From 44476f9361cc8470dc8a80bcc80a0b9a52169c0a Mon Sep 17 00:00:00 2001
From: hizv <18361766+hizv@users.noreply.github.com>
Date: Wed, 14 Feb 2024 15:58:45 +0530
Subject: [PATCH 2/2] Discuss ++n in SMP options section

---
 doc/charm++/manual.rst | 33 +++++++++++++++++++++------------
 1 file changed, 21 insertions(+), 12 deletions(-)

diff --git a/doc/charm++/manual.rst b/doc/charm++/manual.rst
index 335583c312..75f348efe5 100644
--- a/doc/charm++/manual.rst
+++ b/doc/charm++/manual.rst
@@ -12400,20 +12400,29 @@ like:
 
    $ ./charmrun ++ppn 3 +p6 +pemap 1-3,5-7 +commap 0,4 ./app <args>
 
-This will create two logical nodes/OS processes (2 = 6 PEs/3 PEs per
-node), each with three worker threads/PEs (``++ppn 3``). The worker
-threads/PEs will be mapped thusly: PE 0 to core 1, PE 1 to core 2, PE 2
-to core 3 and PE 4 to core 5, PE 5 to core 6, and PE 6 to core 7.
-PEs/worker threads 0-2 compromise the first logical node and 3-5 are the
-second logical node. Additionally, the communication threads will be
-mapped to core 0, for the communication thread of the first logical
-node, and to core 4, for the communication thread of the second logical
-node.
-
 Please keep in mind that ``+p`` always specifies the total number of PEs
 created by Charm++, regardless of mode (the same number as returned by
-``CkNumPes()``). The ``+p`` option does not include the communication
-thread, there will always be exactly one of those per logical node.

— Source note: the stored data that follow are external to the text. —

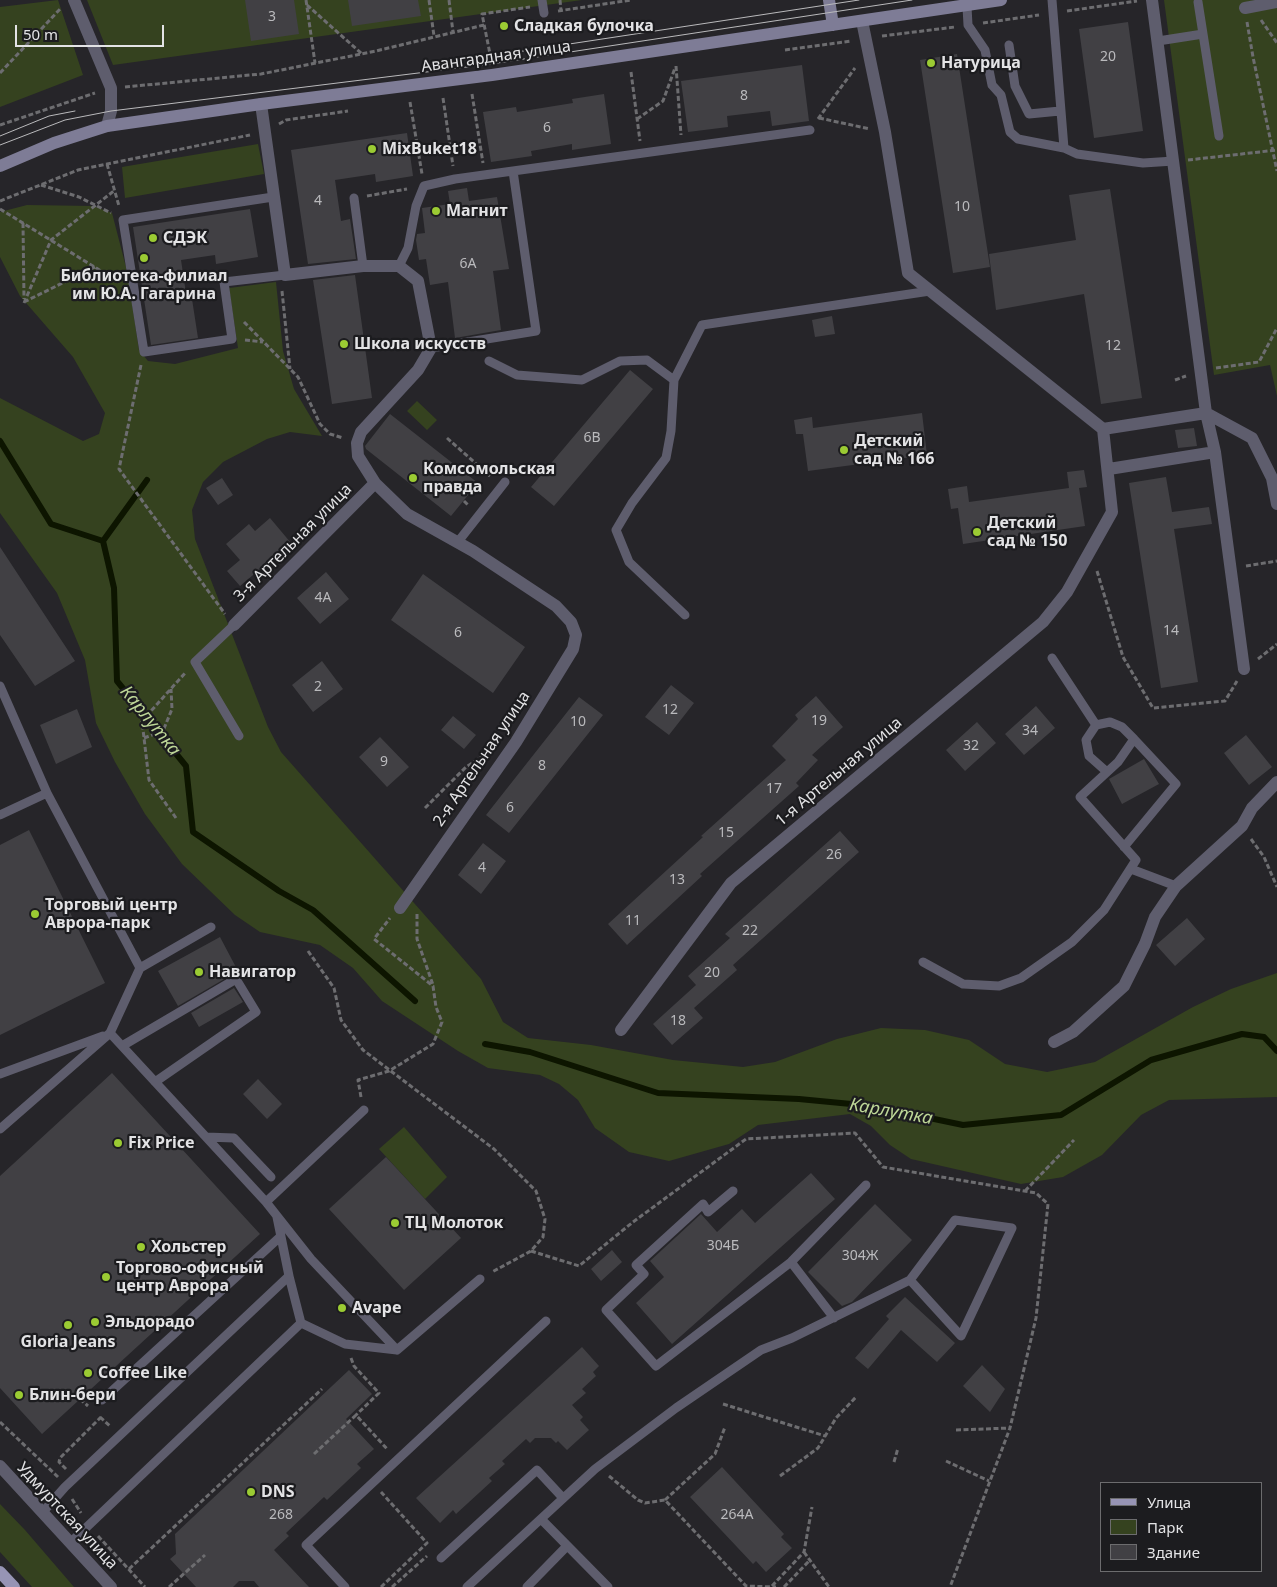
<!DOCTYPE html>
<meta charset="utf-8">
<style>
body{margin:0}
#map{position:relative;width:1277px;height:1587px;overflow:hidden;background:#262529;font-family:"Noto Sans",sans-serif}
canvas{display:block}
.legend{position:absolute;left:1100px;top:1482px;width:162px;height:90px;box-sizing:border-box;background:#1c1c1f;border:1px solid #6c6c6e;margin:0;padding:6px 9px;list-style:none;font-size:15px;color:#e3e3e5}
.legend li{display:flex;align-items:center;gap:10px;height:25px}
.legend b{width:25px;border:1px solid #6c6c6e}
.scale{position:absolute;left:15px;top:25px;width:149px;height:22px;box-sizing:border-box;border:2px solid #e3e3e5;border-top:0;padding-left:6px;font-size:15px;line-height:18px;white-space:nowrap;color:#e3e3e5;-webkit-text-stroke:4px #1c1c1f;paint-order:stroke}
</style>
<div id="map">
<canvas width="1277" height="1587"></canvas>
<ul class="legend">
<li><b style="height:6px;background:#9794b5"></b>Улица</li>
<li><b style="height:14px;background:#35421f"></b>Парк</li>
<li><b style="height:14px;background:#414044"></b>Здание</li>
</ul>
<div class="scale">50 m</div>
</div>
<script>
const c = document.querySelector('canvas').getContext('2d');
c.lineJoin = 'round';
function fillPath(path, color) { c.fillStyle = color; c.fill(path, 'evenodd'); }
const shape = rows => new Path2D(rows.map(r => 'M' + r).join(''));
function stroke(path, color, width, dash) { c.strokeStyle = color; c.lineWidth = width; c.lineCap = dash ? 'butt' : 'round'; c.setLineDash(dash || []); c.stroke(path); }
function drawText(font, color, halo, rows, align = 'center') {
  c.font = font + ' "Noto Sans",sans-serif'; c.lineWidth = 4.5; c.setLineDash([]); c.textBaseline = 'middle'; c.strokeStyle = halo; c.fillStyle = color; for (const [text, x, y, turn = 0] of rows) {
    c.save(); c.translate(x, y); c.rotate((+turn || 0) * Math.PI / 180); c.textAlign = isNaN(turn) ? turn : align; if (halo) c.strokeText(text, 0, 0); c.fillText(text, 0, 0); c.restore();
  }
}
const green = shape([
 [58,0,83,75,0,107,0,7],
 [87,0,582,0,113,65],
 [1164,0,1277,0,1277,396,1270,365,1214,375],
 [258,144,264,174,125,198,122,167],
 [27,205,93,206,112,213,127,271,139,350,148,361,175,364,238,348,229,288,276,282,283,351,294,389,322,436,290,432,267,439,223,462,203,482,192,510,195,539,268,727,281,752,481,979,503,1022,528,1038,591,1045,673,1060,743,1067,775,1062,837,1039,881,1028,925,1030,969,1040,1005,1064,1047,1072,1095,1062,1193,1007,1231,989,1277,973,1277,1097,1169,1100,1141,1115,1102,1155,1063,1177,1021,1184,911,1159,890,1145,871,1126,850,1114,758,1125,729,1144,669,1161,629,1152,595,1128,578,1100,559,1084,540,1075,488,1068,458,1051,382,1001,353,968,320,945,260,932,235,915,182,864,145,814,115,762,96,723,85,660,57,593,0,513,0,398,83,441,99,434,105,413,73,357,20,296,0,257,0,212],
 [417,401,437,420,427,430,407,411],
 [404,1127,447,1177,425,1199,379,1149],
 [0,1504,25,1530,74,1587,32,1587,0,1552]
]);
const stream = shape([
 [0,441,51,524,103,541,114,588,117,681,186,766,193,832,279,891,313,910,415,1001],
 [103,541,147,480],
 [485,1044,530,1052,658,1093,799,1099,872,1106,963,1125,1061,1115,1151,1060,1242,1034,1264,1037,1277,1051]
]);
const building = shape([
 [245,0,294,0,299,34,251,41],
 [348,0,418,0,421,16,352,26],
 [1128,22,1143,131,1094,138,1079,29],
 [957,54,990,267,953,273,920,60],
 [802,65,809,121,772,126,770,111,727,116,728,127,688,132,681,81],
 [604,94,611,144,572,150,572,144,531,151,532,156,491,162,483,112,516,107,517,112,573,103,572,99],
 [407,133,413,176,376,182,375,174,335,180,341,221,350,219,356,259,308,264,291,150],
 [467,188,469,201,497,197,509,269,493,271,501,330,455,338,448,282,430,285,426,259,419,260,416,240,417,234,425,233,422,208,450,204,448,191],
 [1110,189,1142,398,1101,404,1084,294,996,310,989,254,1076,240,1069,195],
 [250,209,258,257,216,264,215,255,181,260,187,300,192,299,198,338,151,345,133,227],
 [355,275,372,398,332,404,313,280],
 [832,316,835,334,815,337,812,320],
 [630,370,653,389,554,506,531,487],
 [922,413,927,455,808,471,803,434,796,434,794,420,812,417,813,428],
 [390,414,478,483,451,516,366,449,365,446],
 [1194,428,1197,446,1178,448,1175,430],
 [1084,470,1087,487,1079,488,1085,526,963,544,958,508,951,509,948,489,967,486,969,502,1069,488,1067,472],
 [1166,477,1172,512,1209,507,1212,524,1174,529,1198,682,1161,688,1129,483],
 [222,478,233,495,218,505,206,488],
 [270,518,291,543,240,586,227,571,240,560,226,544,249,524,255,531],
 [0,547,75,661,35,686,0,635],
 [326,572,349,599,320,624,297,598],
 [423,574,525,647,493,693,391,620],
 [322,661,343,689,313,712,292,685],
 [671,685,694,703,669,735,645,717],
 [816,696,843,727,812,755,818,760,796,783,799,786,700,874,702,876,627,945,608,924,703,837,701,836,786,760,772,746,798,719,795,715],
 [579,697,603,715,509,833,486,815],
 [1036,706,1055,728,1024,755,1005,734],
 [77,709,92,747,56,764,40,725],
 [453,716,476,735,464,749,441,730],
 [977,722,996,743,965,771,946,750],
 [1246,735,1272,767,1249,785,1224,753],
 [380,737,409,767,387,787,359,757],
 [1144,759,1159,784,1122,804,1109,779],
 [29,830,105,983,0,1035,0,845],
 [840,831,859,852,733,965,737,970,694,1008,703,1018,672,1045,653,1024,696,985,688,976,730,938,725,934],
 [483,843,506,861,481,894,458,875],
 [1187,918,1205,939,1175,966,1156,945],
 [220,937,239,973,233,974,178,1006,158,971],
 [234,988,243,1002,199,1027,191,1013],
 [112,1073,260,1234,42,1434,0,1388,0,1176],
 [258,1079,282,1104,267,1119,243,1094],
 [386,1157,461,1238,404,1290,329,1209],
 [811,1173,835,1199,672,1344,636,1303,664,1277,650,1261,701,1214,717,1232,742,1209,755,1223],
 [875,1204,912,1240,852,1302,842,1306,808,1272],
 [612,1250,622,1262,601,1281,591,1269],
 [905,1297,955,1343,937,1362,901,1330,868,1369,855,1358,889,1319,886,1316],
 [582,1347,599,1366,593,1372,596,1376,582,1389,586,1393,572,1405,583,1417,580,1420,589,1430,567,1450,558,1441,556,1443,551,1438,535,1438,530,1443,526,1439,502,1461,505,1464,489,1478,492,1481,456,1514,453,1510,440,1523,416,1498],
 [982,1365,1005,1389,990,1412,963,1386],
 [349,1370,372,1394,346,1419,374,1449,357,1464,361,1468,327,1500,324,1497,286,1533,289,1536,274,1550,309,1587,259,1587,254,1581,239,1581,233,1587,196,1587,170,1559,176,1554,175,1534],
 [722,1467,784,1534,781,1537,792,1548,766,1572,756,1561,753,1564,690,1497]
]);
const path = shape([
 [306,0,315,63],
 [429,0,434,36],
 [449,0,453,32],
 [560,0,561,11],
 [307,5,362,54],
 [558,11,631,0],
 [1067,11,1137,1],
 [1261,20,1277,43],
 [1247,22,1253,57,1277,171],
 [983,23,1039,15],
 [882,36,955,27],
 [785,50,851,41],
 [491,59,482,14,530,7],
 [676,66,681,135],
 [631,72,640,141],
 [0,73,61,8],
 [125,87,261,74,376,51,484,25],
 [472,94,483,163],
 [443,98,453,166],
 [410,102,422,174],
 [819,118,870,129],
 [637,119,663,101,675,68],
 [818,119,855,68],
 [279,124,286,120,348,111],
 [0,125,95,93],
 [1188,160,1277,150],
 [107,164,119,206],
 [41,185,79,197,111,213],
 [367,196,407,189],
 [0,201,78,170,250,135],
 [0,209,119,282],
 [23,223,24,299],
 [282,291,290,369],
 [24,302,95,267],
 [24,303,51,240,115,190],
 [244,322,298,377,320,424,330,434,343,438],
 [245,340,263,342],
 [141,365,119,469,225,614],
 [1216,368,1259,362,1277,328],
 [1175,380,1186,376],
 [447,438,491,477],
 [464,501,469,506],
 [1246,566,1277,561],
 [1097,571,1123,657,1153,708,1225,701,1237,681],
 [1258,659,1277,644],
 [144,738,163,731,172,709,171,689],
 [425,808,466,767,489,752],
 [176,818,149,780,142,721,186,672],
 [1251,839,1264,857,1277,887],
 [417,914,417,939,433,985],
 [308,951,334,988,341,1020,363,1050,494,1149,536,1191,545,1219,543,1237,531,1251,492,1272],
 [361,1097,358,1080,389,1071,433,1044,442,1022,436,1007,433,986,374,939,390,918],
 [1025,1191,1074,1140],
 [531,1251,579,1266,633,1222,746,1139,855,1133,883,1167,1036,1193,1048,1204,1036,1318,1010,1428,950,1587],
 [351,1358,354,1366,379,1393,356,1415],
 [80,1399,88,1406],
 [723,1404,825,1436],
 [100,1417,110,1426],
 [0,1422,58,1477],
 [956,1430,1010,1428],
 [314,1454,356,1415,388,1450],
 [946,1461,989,1481],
 [894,1462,898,1448],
 [66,1469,59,1462,60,1458,101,1417],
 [609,1476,638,1500,645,1503,665,1500,746,1586,776,1587],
 [780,1476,818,1448,836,1418,856,1397],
 [72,1499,81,1513],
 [665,1500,715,1454,725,1427],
 [98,1536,145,1587],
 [804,1552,829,1587],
 [129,1569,322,1389],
 [772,1586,804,1552,812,1507],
 [169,1587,205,1555],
 [381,1587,427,1543,381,1492],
 [392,1587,427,1556],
 [784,1587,810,1560]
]);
const lane = shape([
 [542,0,544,13],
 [1052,0,1064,148],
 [1198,2,1219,136],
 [967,7,968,25,985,50,992,85,1001,95,1010,132,1018,139,1064,148,1077,154,1143,163,1174,161],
 [1158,41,1203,34],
 [1009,45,1015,86,1029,114,1060,111],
 [273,197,123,220,144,352,232,339,224,282,285,275],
 [354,198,363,266],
 [399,266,408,248,416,206,424,186,455,179,810,130],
 [431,348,536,331,513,171],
 [489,361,517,375,582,380,620,361,647,360,674,380],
 [457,543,505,482],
 [685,615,629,562,616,530,632,503,666,458,671,431,674,380,702,325,930,291],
 [234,625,195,662,239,736],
 [0,686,47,793,0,815],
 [1096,725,1086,740,1089,756,1107,772],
 [47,793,140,968,110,1033,266,1202,311,1259,397,1350,480,1279],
 [1124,847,1176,784,1134,739],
 [1131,869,1176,886],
 [923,962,963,984,999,986,1021,978,1072,942,1104,910,1136,860,1080,797,1118,762,1134,739,1122,727,1110,722,1096,725,1052,658],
 [140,968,211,927],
 [122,1046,236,979,256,1012,155,1082],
 [0,1074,103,1036],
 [0,1129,110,1033],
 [206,1137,234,1138,271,1177],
 [733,1191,708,1212,703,1204,636,1265,644,1274,606,1310,656,1366,791,1262,866,1185],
 [266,1202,364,1110],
 [791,1262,834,1318],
 [301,1323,345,1344,397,1350],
 [102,1400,281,1236],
 [42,1513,65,1487,289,1276,277,1217],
 [541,1519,608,1587],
 [70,1543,301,1323,289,1276],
 [441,1558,537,1470,563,1498],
 [345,1587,306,1545,546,1321],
 [467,1587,595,1469,676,1408,761,1350,792,1338,910,1280,961,1336,1012,1228,955,1220,910,1280],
 [527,1587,567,1546]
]);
const street = shape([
 [74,0,111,88,111,111,107,126],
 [1152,0,1206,413,1215,452,1244,669],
 [1245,8,1277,2],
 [862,21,885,132,908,273,1103,429],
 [261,104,285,275,363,266,399,266,418,281,431,348,418,370,361,432,357,443,358,456,375,483,407,514,473,551,556,606,571,622,576,635,573,649,516,742,400,908],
 [1109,469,1215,452],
 [234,625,375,483],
 [621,1030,731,883,1043,622,1067,592,1112,512,1103,429,1206,413,1252,438,1272,478,1277,504],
 [1054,1042,1073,1032,1124,986,1145,944,1155,917,1176,886,1242,826,1252,808,1277,782],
 [0,1466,111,1587]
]);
const secondary = shape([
 [829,0,833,25],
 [0,166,54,143,107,126,261,104,492,75,1001,0]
]);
const primary = shape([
 [0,1572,14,1587]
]);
const tram = shape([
 [464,60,859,0],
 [0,136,49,116,75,111],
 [0,145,65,120,111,111,491,64,912,0]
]);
const markers = [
 [504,26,5,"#9bcb33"],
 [931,63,5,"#9bcb33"],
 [372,149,5,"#9bcb33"],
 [436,211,5,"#9bcb33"],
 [153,238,5,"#9bcb33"],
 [144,258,5,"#9bcb33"],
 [344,344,5,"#9bcb33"],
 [844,450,5,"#9bcb33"],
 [413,478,5,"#9bcb33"],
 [977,532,5,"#9bcb33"],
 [35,914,5,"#9bcb33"],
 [199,972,5,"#9bcb33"],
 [118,1143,5,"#9bcb33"],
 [395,1223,5,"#9bcb33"],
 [141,1247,5,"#9bcb33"],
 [106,1277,5,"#9bcb33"],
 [342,1308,5,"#9bcb33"],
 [95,1322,5,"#9bcb33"],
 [68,1325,5,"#9bcb33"],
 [88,1373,5,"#9bcb33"],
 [19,1395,5,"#9bcb33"],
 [251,1492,5,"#9bcb33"]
];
const numberNames = [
 ["3",272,17],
 ["20",1108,57],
 ["8",744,96],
 ["6",547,128],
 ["4",318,201],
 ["10",962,207],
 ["6А",468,264],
 ["12",1113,346],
 ["6В",592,438],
 ["4А",323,598],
 ["14",1171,631],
 ["6",458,633],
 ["2",318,687],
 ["12",670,710],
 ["19",819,721],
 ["10",578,722],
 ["34",1030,731],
 ["32",971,746],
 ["9",384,762],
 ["8",542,766],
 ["17",774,789],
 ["6",510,808],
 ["15",726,833],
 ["26",834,855],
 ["4",482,868],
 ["13",677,880],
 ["11",633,921],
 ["22",750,931],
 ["20",712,973],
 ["18",678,1021],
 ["304Б",723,1246],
 ["304Ж",860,1256],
 ["268",281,1515],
 ["264А",737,1515]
];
const poiNames = [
 ["Сладкая булочка",514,26],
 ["Натурица",941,63],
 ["MixBuket18",382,149],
 ["Магнит",446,211],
 ["СДЭК",163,238],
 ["Библиотека-филиал",144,276,"center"],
 ["им Ю.А. Гагарина",144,294,"center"],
 ["Школа искусств",354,344],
 ["Детский",854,441],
 ["сад № 166",854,459],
 ["Комсомольская",423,469],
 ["правда",423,487],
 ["Детский",987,523],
 ["сад № 150",987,541],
 ["Торговый центр",45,905],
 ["Аврора-парк",45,923],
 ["Навигатор",209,972],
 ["Fix Price",128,1143],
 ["ТЦ Молоток",405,1223],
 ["Хольстер",151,1247],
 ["Торгово-офисный",116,1268],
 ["центр Аврора",116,1286],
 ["Avape",352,1308],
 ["Эльдорадо",105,1322],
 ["Gloria Jeans",68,1342,"center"],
 ["Coffee Like",98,1373],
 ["Блин-бери",29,1395],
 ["DNS",261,1492]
];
const streetNames = [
 ["Авангардная улица",496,57,-8],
 ["3-я Артельная улица",293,543,-45],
 ["2-я Артельная улица",482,759,-56],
 ["1-я Артельная улица",839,772,-40],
 ["Удмуртская улица",67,1516,47]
];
const waterNames = [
 ["Карлутка",150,721,51],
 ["Карлутка",891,1112,10]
];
fillPath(green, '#35421f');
stroke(stream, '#0d1500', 6);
fillPath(building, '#414044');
stroke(path, '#6d6d70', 3, [5, 2.5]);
stroke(lane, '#5e5d6d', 9);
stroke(street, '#5e5d6d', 12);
stroke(secondary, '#7e7c96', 12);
stroke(primary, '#9794b5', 12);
stroke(tram, '#bababc', 1);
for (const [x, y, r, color] of markers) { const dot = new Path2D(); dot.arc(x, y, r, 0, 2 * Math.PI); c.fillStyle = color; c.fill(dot); stroke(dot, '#1c1c1f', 2); }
drawText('14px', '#bababd', null, numberNames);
drawText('bold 16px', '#e3e3e5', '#1c1c1f', poiNames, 'left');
drawText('16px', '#e3e3e5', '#1c1c1f', streetNames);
drawText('italic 18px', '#bdd697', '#1c1c1f', waterNames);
</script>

+``CkNumPes()``). So this will create two logical nodes/OS processes
+(2 = 6 PEs/3 PEs per node), each with three worker threads/PEs
+(``++ppn 3``).
+
+We recommend using ``++n``, especially with ``++ppn``. Recall
+that :math:`\texttt{n} \times \texttt{ppn} = \texttt{p}`. So the example becomes:
+
+.. code-block:: bash
+
+   $ ./charmrun ++ppn 3 ++n 2 +pemap 1-3,5-7 +commap 0,4 ./app <args>
+
+The worker threads/PEs will be mapped thusly: PE 0 to
+core 1, PE 1 to core 2, PE 2 to core 3 and PE 4 to core 5, PE 5 to
+core 6, and PE 6 to core 7 (``+pemap``). PEs/worker threads 0-2
+compromise the first logical node and 3-5 are the second logical node.
+Additionally, the communication threads will be mapped to core 0, for
+the communication thread of the first logical node, and to core 4,
+for the communication thread of the second logical node (``+commap``).
+
+Note that the ``+p`` option does not include the communication
+thread. There will always be exactly one of those per logical node.
 
 Multicore Options
 ^^^^^^^^^^^^^^^^^